As part of USA Field Hockey's Post- Collegiate HARROWines series, staff member Kait Mitchell catches up with Team Captain Liz Sanders for a quick Q & A.
As the back and forth chatter continued to flow during the 2013 Harrow Cup draft conference call, Sanders made conventional strategizing of x’s and o’s look like mere child’s play. Mulling over hours of accumulated research on two illuminated MacBooks Sanders repeatedly glanced over at a whiteboard of meticulous handmade notes in a carnival of colors. As the Harrow team captain of the Vipers and an ambassador of post-collegiate play, Sanders doesn’t take her responsibility lightly.
Sanders enters her third year as the volunteer assistant coach at Indiana University after spending six seasons as an assistant coach at Ball State University. In addition, she currently runs the adult field hockey club in the Bloomington area, Head to Toe Field Hockey. Sanders has dedicated her spare minutes to give the Midwest community more opportunities to play high-level field hockey. They say where your heart lies you invest your time. If this is true, it's easy to see where Sanders' passion is rooted.
USA Field Hockey: How did you select your team?
LS: I have been managing Head to Toe field hockey for about five years on my own and playing with the league for even longer. So from there, I pulled a lot of friends and registered contacts off the cuff but that wasn’t enough. Generally speaking, the captains went after the same people. I don’t have any fantasy football experience and was naïve to this sort of draft process. I reached out to a few people including those who participate in fantasy football and got a valuable piece of advice that helped shape my team. I was told to explore and research as many players as possible.
USA Field Hockey: What are you most looking forward to this weekend?
LS: The real answer is winning. [Laughs] That’s just how I’m wired. But honestly I’m anxious for this weekend. I can’t say enough great things about Harrow Cup. From an outside perspective the idea was just chatter at first. But as it started becoming a reality and understanding all of the resources that are being used with really unknown returns, it’s amazing. It is a tremendous honor to be a captain and to play a part in all of this.
USA Field Hockey: What will you do with your share of the prize if your team wins?
LS: We as a team have talked about giving back somehow. We’re not mandating that as a group but as an individual I will give back to some youth organization.
USA Field Hockey: As a player and a coach is there a certain motto or mantra you have held onto for motivation?

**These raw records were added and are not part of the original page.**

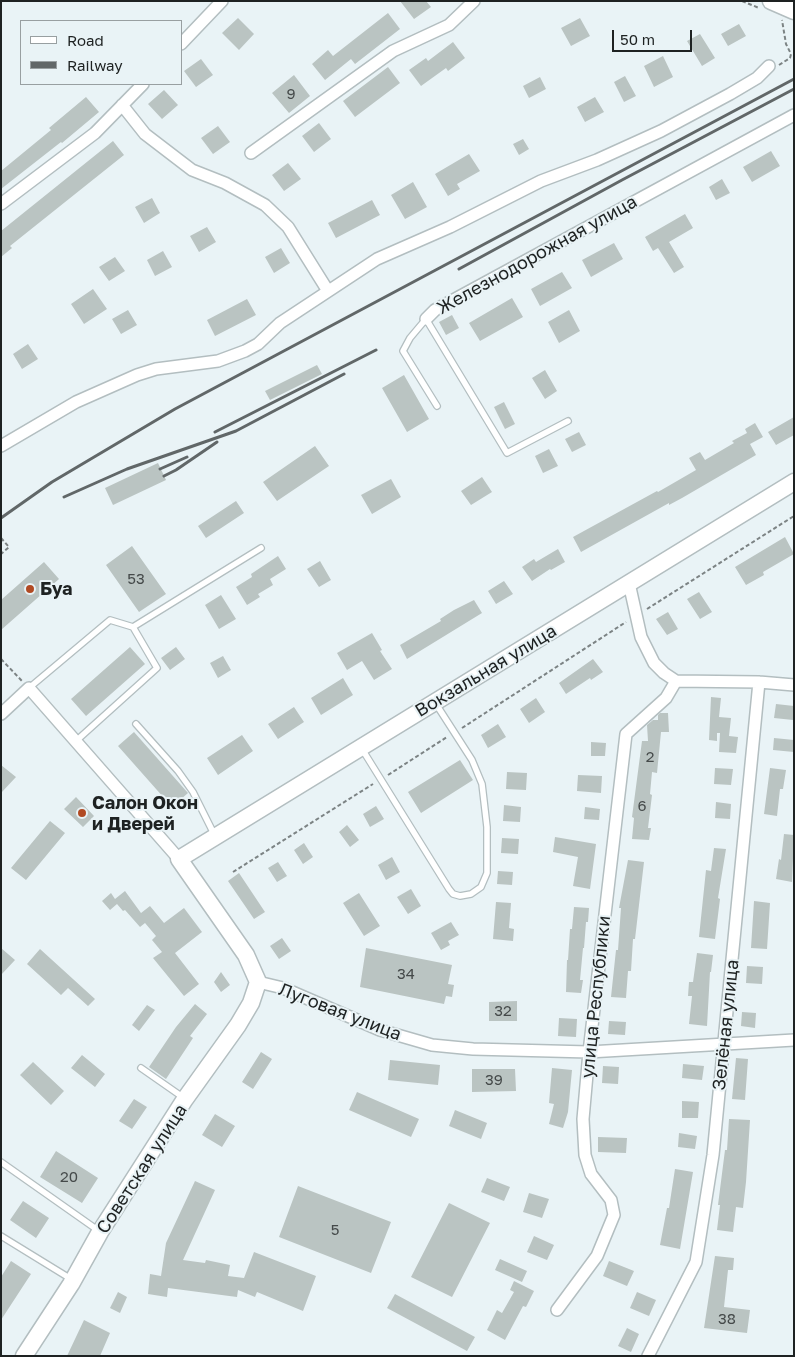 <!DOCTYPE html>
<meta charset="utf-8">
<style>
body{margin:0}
#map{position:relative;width:795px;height:1357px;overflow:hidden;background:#e9f3f6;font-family:"Golos Text",sans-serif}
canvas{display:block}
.frame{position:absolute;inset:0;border:2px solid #1e2222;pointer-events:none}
.legend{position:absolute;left:20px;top:20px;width:162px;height:65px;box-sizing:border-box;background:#e9f3f6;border:1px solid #989fa1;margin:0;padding:6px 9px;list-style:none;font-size:15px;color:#1e2222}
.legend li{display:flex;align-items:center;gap:10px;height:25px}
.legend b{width:25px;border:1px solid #989fa1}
.scale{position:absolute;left:612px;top:30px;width:80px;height:22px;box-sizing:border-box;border:2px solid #1e2222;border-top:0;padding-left:6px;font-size:15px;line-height:18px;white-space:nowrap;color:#1e2222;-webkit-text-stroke:4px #e9f3f6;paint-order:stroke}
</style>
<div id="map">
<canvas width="795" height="1357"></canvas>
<div class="frame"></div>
<ul class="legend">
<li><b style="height:6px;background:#fff"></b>Road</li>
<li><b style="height:6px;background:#616768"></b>Railway</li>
</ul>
<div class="scale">50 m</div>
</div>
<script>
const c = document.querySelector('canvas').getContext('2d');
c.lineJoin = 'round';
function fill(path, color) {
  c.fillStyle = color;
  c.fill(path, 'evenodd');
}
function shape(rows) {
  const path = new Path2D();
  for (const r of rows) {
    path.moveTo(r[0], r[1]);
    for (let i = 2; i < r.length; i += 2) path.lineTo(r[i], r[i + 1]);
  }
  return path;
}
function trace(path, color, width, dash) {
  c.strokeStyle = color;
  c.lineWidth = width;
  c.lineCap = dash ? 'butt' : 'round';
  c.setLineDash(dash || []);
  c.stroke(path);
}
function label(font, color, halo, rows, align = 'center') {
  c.font = font + ' "Golos Text",sans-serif';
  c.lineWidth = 4;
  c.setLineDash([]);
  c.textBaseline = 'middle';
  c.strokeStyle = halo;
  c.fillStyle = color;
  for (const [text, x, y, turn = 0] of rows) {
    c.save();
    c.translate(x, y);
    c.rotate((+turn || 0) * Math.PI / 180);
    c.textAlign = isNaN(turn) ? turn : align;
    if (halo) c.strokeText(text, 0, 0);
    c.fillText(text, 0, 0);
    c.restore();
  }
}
fill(shape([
 [400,1,426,1,431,7,414,19],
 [388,13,400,29,355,64,351,59,325,80,312,64,328,50,333,56],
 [238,18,254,34,239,50,222,33],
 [580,18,590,36,571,46,561,28],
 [739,24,746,36,728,46,721,34],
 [700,34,715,58,702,66,687,41],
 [453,42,465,58,448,71,446,68,421,86,409,70,426,58,428,61],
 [663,56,673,77,654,87,644,66],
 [201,59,213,75,196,87,184,71],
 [388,67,400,83,355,117,343,101],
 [294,75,310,96,289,113,272,93],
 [625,76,636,96,624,102,614,82],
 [540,77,546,89,529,98,523,86],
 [164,90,178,105,162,119,148,104],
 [86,97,99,112,62,143,61,142,1,189,1,171,51,130,49,128],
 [595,97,604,112,585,122,577,107],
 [319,123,331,139,314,152,302,136],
 [218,126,230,142,213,154,201,138],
 [523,139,529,149,519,155,513,144],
 [113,141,124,155,10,246,12,248,1,257,1,231],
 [771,151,780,166,752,182,743,167],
 [469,154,480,171,457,184,460,189,448,196,435,174],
 [288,163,301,179,284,191,272,175],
 [722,179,730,193,716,200,709,187],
 [413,182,427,207,405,219,391,195],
 [152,198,160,213,144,223,135,207],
 [372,200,380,215,336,238,328,223],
 [685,214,693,228,669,242,684,267,674,273,658,248,653,251,645,237],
 [207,227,216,242,199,252,190,236],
 [614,243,623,259,591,277,582,260],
 [281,248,290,263,274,273,265,257],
 [163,251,172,267,155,276,147,260],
 [115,257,125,271,109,281,99,267],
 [562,272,572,288,540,306,531,289],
 [93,289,107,309,84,324,71,304],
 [512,298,523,317,480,341,469,323],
 [247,299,256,315,215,336,207,320],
 [128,310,137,325,121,334,112,319],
 [569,310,580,331,559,343,548,322],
 [452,315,459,328,446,335,439,322],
 [28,344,38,359,22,369,13,354],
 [317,365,322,374,270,400,265,391],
 [545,370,557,391,545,399,532,378],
 [404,375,429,419,407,432,382,388],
 [504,402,515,424,505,429,494,407],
 [794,417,794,435,776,445,768,432],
 [755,423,763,437,750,444,756,455,682,498,669,505,669,503,581,552,573,537,657,491,658,492,696,470,689,458,700,452,705,460,734,443,732,441,747,433,745,429],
 [579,432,586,445,572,452,565,439],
 [315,446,329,466,277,501,263,482],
 [549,449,558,466,543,473,535,456],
 [158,463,166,480,113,505,105,488],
 [482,477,492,492,471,505,461,491],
 [391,479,401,497,372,514,361,495],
 [236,501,244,513,206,538,198,526],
 [785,537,794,554,763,572,764,575,746,585,735,567],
 [132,546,166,594,139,612,106,565],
 [558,549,565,562,551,570,550,569,532,581,522,567,534,559,536,562],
 [278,556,286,569,270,579,273,585,258,594,260,597,247,605,236,587,252,577,251,574],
 [320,561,331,580,319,587,307,569],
 [44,562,59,579,1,630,1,600],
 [504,581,513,594,496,604,488,591],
 [699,592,712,612,700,619,687,599],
 [221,595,236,619,219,629,205,605],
 [474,600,482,613,407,659,400,645,441,621,440,619,454,610],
 [668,612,678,629,667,635,656,619],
 [372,633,382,650,380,651,392,669,374,680,362,661,347,670,337,653],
 [130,647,145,664,86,716,71,699],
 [176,647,185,659,170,670,161,658],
 [223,656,231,670,218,678,210,663],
 [593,659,603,672,591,680,590,678,566,694,559,683],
 [343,678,353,695,321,715,311,698],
 [711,697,721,698,719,717,731,718,729,736,738,737,736,753,719,752,720,733,717,733,717,741,709,740],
 [536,698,545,712,529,723,520,709],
 [776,704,794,706,793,720,774,718],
 [294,707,304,722,278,739,268,724],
 [660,713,668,713,669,732,661,732,657,773,652,772,650,794,652,795,648,828,651,828,649,840,632,839,634,818,632,817,642,741,648,741,647,725,653,720,658,720,658,715],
 [498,724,506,737,488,748,481,735],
 [134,732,188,793,172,807,118,746],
 [242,735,253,751,218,775,207,758],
 [774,738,794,740,794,752,773,750],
 [591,742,606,743,605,756,591,756],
 [460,760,473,780,421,813,408,792],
 [1,765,16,777,1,793],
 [715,768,733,769,731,785,714,784],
 [770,768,786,770,783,789,780,789,777,816,764,814],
 [507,772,527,773,526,790,506,789],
 [578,775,602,776,601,793,577,791],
 [76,797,94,816,83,827,64,809],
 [716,802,731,804,730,819,715,818],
 [504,805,521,807,520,822,503,821],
 [376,806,384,819,370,827,363,814],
 [585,807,600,809,599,820,584,819],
 [50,821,65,833,26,880,11,868],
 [347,825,359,840,350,847,339,832],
 [784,834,794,835,792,882,776,879,779,859,781,860],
 [555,837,596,844,590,889,573,886,578,857,553,852],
 [502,838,519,839,518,854,501,853],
 [304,843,313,857,303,864,294,850],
 [714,848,726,849,718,898,720,899,715,939,699,937,706,870,711,871],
 [392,857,400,872,386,880,378,865],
 [628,860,644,862,635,939,633,939,631,971,628,971,626,998,611,997,616,950,618,950,621,908,619,908],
 [278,862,287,876,277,882,268,868],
 [498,871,513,872,512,885,497,884],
 [239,873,265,912,254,919,228,881],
 [411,889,421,906,408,914,397,897],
 [125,891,141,913,150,906,164,923,184,908,202,932,175,953,199,984,184,996,153,958,162,952,152,940,156,936,145,923,140,927,125,910,123,911,117,904,110,910,102,901,111,893,115,899],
 [359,893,380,926,364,936,343,903],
 [754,901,770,903,767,949,751,948],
 [496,902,511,903,509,928,514,929,513,941,493,939],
 [574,907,589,908,588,922,586,922,584,948,583,948,580,980,583,980,581,993,566,992,567,960,568,960,570,929,572,929],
 [451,922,459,935,448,941,450,945,441,950,431,933],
 [282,938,291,951,279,959,270,946],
 [1,948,15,960,1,975],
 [366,948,452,965,448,984,454,985,452,997,446,996,444,1004,360,987],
 [40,949,95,999,88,1006,68,988,61,995,27,964],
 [697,953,713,955,711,972,710,972,707,1026,689,1024,692,996,688,996,689,982,693,982],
 [747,966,763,967,762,984,746,983],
 [221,972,230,985,221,992,214,982],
 [517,1001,517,1021,489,1021,489,1002],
 [195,1004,207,1014,190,1036,193,1038,166,1079,149,1067,176,1027],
 [147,1005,155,1010,139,1031,132,1025],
 [742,1012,756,1013,755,1028,741,1026],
 [559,1018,577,1019,576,1037,558,1036],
 [609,1021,626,1022,625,1035,608,1034],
 [261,1052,272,1059,253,1089,242,1082],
 [82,1055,105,1074,95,1087,71,1068],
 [736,1058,748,1059,745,1100,732,1099],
 [390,1060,440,1065,438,1085,388,1080],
 [33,1062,64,1091,51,1105,20,1075],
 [683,1064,704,1066,702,1080,682,1078],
 [603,1066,619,1067,618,1084,602,1083],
 [552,1068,572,1070,568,1112,563,1128,549,1124,554,1104,549,1103],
 [472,1069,515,1069,516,1091,472,1092],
 [357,1092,419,1119,411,1137,349,1110],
 [134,1099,147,1107,132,1129,119,1121],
 [682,1101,699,1102,698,1118,682,1118],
 [455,1110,487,1123,481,1139,449,1126],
 [215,1114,235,1126,222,1147,202,1135],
 [729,1119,750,1120,746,1182,743,1208,736,1207,733,1232,717,1230,720,1205,718,1205,725,1150,727,1150],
 [679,1133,697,1136,695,1149,678,1147],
 [598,1137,627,1138,626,1153,598,1152],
 [56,1151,98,1178,82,1203,40,1177],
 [675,1169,693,1172,680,1249,660,1245,667,1208,669,1208],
 [487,1178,510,1187,504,1201,481,1192],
 [195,1181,215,1190,183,1260,205,1263,206,1260,230,1265,228,1276,244,1278,254,1252,316,1276,303,1311,257,1292,255,1297,238,1290,237,1297,168,1288,167,1297,148,1294,150,1274,161,1276,166,1243],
 [298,1186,391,1222,371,1273,279,1237],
 [529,1193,549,1199,542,1218,523,1212],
 [23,1201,49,1218,36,1238,10,1220],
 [449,1203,490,1223,452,1297,411,1277],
 [534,1236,554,1245,547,1260,527,1252],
 [715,1256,734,1258,733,1270,728,1270,724,1307,750,1310,747,1333,704,1328],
 [500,1259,527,1271,522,1282,495,1270],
 [11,1261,31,1274,1,1320,1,1277],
 [609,1261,634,1271,627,1286,603,1276],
 [514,1281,534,1291,526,1307,523,1306,505,1340,487,1330,497,1310,502,1313,514,1292,510,1290],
 [118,1292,127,1297,120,1313,110,1308],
 [637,1292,656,1300,649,1316,630,1308],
 [395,1294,475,1337,467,1351,387,1308],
 [84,1320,110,1333,100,1356,67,1356],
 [627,1328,639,1334,631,1352,618,1346]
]), '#bac4c2');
const lane = shape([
 [437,406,403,351,410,338,426,319,507,453,568,421],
 [29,688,110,620,133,627,261,548],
 [136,724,178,771,193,792,215,836],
 [76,741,157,668,133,627],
 [362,749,449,889,453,894,460,896,471,894,481,887,487,873,487,827,482,784,472,760,436,704],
 [141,1068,184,1098],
 [1,1162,99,1231],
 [1,1236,71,1279]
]);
const street = shape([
 [181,44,222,1],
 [122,105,145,134,192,170,225,183,265,205,288,227,328,291],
 [251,153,393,51,449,25,474,1],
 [1,204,95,133,143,84],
 [426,319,435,310,794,115],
 [1,446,76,402,137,375,156,369,218,361,245,351,258,344,280,323,377,259,450,227,541,181,597,160,661,131,730,94,757,78,769,66],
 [629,583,641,637,654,663,664,673,676,681],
 [676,681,759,682,794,685],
 [1,714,29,688,179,859],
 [258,982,283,988,380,1030,432,1045,473,1049,589,1052,794,1040],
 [557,1310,597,1256,614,1215,611,1200,591,1174,585,1155,583,1119,589,1052,626,734,666,698,676,681],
 [648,1356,696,1262,713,1155,759,682]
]);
const secondary = shape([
 [771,1,794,11],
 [24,1356,71,1284,100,1232,185,1099,238,1025,251,1003,258,982,246,955,179,859,794,482]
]);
trace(lane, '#b3bec0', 8);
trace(street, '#b3bec0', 14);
trace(secondary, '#b3bec0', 19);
trace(shape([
 [742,1,759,8],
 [779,65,790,58,791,54,786,44,782,20],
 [1,538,9,547,1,554],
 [647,609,794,516],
 [1,659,22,681],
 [462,728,626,622],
 [388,775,447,737],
 [233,872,373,784]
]), '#7c8384', 2, [4, 2.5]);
trace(lane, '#fff', 5.5);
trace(street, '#fff', 11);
trace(secondary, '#fff', 16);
trace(shape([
 [459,269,622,180,794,89],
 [215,432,376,350],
 [160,469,187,457],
 [164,476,176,470,217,442],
 [64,497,127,469,236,431,344,374],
 [1,518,52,482,175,409,794,79]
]), '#616768', 3);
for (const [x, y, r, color] of [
 [30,589,5,"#b14a23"],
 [82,813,5,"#b14a23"]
]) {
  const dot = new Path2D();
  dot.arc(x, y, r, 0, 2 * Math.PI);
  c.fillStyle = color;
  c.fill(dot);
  trace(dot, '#e9f3f6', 2);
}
label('15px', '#454a4a', null, [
 ["9",291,94],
 ["53",136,579],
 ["2",650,757],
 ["6",642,806],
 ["34",406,974],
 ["32",503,1011],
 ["39",494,1080],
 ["20",69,1177],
 ["5",335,1230],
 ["38",727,1319]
]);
label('18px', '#1e2222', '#e9f3f6', [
 ["Железнодорожная улица",537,255,-29],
 ["Вокзальная улица",486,671,-31],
 ["улица Республики",596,997,-84],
 ["Луговая улица",340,1012,21],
 ["Зелёная улица",726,1025,-84],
 ["Советская улица",142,1169,-57]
]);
label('bold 18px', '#1e2222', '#e9f3f6', [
 ["Буа",40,589],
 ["Салон Окон",92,803],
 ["и Дверей",92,824]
], 'left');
</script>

LS: The player in me is intrinsically motivated. I want our team to win and contribute. As a captain, I recognize I have a diverse team of those in their 40’s to those who just graduated. When it comes to motivating them I had to consider what’s too much. For the three weeks leading up to the Cup I would search Google and find a quote that hits me hard and send it their way. This week’s quote is from an unknown author: ‘Today I will do what others won’t, so tomorrow I can do what others can’t.’ I used those quotes to encourage everyone to pick up a stick and keep their training up.
USA Field Hockey: Why is post-collegiate play important to you?
LS: So many people say, ‘Liz, this tournament is made for you.’ This is the type of opportunity I’ve been waiting to compete in and wished for, for so long. There is nothing more I love than to play hockey but not everyone wants to play at an international level or has the option to with a family, graduate school or wherever they are in life. Unlike top countries, in the U.S. we lack in making strides in growing our post- collegiate game. But with a tournament like Harrow Cup we’re getting there. I don’t know if I can put into words how excited, how thrilled I am to be a part of this movement.